Material provided START

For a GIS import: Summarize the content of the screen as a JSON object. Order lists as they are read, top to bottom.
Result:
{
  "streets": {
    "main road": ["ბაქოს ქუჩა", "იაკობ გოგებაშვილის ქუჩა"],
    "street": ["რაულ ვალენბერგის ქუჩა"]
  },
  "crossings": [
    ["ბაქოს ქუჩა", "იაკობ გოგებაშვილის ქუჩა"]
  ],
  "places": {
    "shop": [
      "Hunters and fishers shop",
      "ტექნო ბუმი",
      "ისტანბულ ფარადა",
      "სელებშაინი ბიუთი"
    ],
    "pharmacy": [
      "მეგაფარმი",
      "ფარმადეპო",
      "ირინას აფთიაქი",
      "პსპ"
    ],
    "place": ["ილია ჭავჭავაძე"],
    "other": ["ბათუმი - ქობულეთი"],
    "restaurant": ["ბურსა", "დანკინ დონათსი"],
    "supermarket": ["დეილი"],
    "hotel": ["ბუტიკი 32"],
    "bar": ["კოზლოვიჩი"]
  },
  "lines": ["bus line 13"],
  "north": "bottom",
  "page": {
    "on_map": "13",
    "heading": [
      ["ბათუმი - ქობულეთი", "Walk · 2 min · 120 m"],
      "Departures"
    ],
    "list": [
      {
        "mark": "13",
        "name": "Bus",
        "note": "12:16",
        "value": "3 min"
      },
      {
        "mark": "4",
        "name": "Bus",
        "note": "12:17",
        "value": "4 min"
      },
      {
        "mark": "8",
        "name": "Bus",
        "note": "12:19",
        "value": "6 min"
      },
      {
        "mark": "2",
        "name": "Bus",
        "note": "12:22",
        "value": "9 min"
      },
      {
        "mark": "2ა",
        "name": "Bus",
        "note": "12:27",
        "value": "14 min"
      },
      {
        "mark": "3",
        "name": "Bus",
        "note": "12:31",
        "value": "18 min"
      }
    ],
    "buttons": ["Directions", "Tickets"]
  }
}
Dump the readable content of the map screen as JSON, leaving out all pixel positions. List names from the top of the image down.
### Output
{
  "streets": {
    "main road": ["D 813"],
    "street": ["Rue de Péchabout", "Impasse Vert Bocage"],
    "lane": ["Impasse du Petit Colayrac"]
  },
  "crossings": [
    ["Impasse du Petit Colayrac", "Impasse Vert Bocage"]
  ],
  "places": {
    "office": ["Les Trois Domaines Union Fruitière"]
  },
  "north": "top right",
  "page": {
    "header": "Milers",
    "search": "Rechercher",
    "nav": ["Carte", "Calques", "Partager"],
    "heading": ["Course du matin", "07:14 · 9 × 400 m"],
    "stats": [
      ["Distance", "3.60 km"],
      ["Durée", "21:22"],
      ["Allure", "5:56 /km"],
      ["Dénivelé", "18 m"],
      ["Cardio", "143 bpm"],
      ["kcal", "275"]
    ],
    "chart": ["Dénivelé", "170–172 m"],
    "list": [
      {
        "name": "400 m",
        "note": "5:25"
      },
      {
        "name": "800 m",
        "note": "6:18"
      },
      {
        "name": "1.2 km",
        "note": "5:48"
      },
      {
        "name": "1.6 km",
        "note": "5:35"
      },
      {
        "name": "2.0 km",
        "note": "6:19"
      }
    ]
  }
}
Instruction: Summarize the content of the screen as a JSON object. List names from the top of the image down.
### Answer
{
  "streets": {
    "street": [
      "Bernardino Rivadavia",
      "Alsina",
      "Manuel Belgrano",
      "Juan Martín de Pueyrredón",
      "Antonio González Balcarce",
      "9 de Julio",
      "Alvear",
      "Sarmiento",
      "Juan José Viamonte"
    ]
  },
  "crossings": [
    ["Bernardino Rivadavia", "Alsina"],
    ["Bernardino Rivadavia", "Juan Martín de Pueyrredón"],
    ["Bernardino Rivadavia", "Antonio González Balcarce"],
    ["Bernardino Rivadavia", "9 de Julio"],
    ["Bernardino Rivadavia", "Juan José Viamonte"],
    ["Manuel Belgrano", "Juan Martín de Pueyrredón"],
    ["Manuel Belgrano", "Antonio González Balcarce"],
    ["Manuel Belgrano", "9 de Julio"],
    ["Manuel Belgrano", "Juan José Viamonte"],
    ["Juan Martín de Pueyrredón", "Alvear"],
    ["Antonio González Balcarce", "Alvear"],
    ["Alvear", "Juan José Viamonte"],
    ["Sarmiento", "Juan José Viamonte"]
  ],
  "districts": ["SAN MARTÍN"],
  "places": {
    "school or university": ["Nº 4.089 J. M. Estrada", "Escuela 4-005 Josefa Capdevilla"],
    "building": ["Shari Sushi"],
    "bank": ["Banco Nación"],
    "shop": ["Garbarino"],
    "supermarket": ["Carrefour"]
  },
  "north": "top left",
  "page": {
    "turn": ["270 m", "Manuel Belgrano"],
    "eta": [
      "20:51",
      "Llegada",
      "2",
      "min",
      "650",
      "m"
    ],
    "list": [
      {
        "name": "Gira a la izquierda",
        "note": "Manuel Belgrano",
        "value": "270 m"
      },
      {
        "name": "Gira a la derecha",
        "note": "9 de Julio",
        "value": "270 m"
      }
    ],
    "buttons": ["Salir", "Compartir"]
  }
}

Material provided END

• Task statement:
Please find the lines in the data that contain the word "heading" and copy them.

• Response below:
    "heading": [
    "heading": ["Course du matin", "07:14 · 9 × 400 m"],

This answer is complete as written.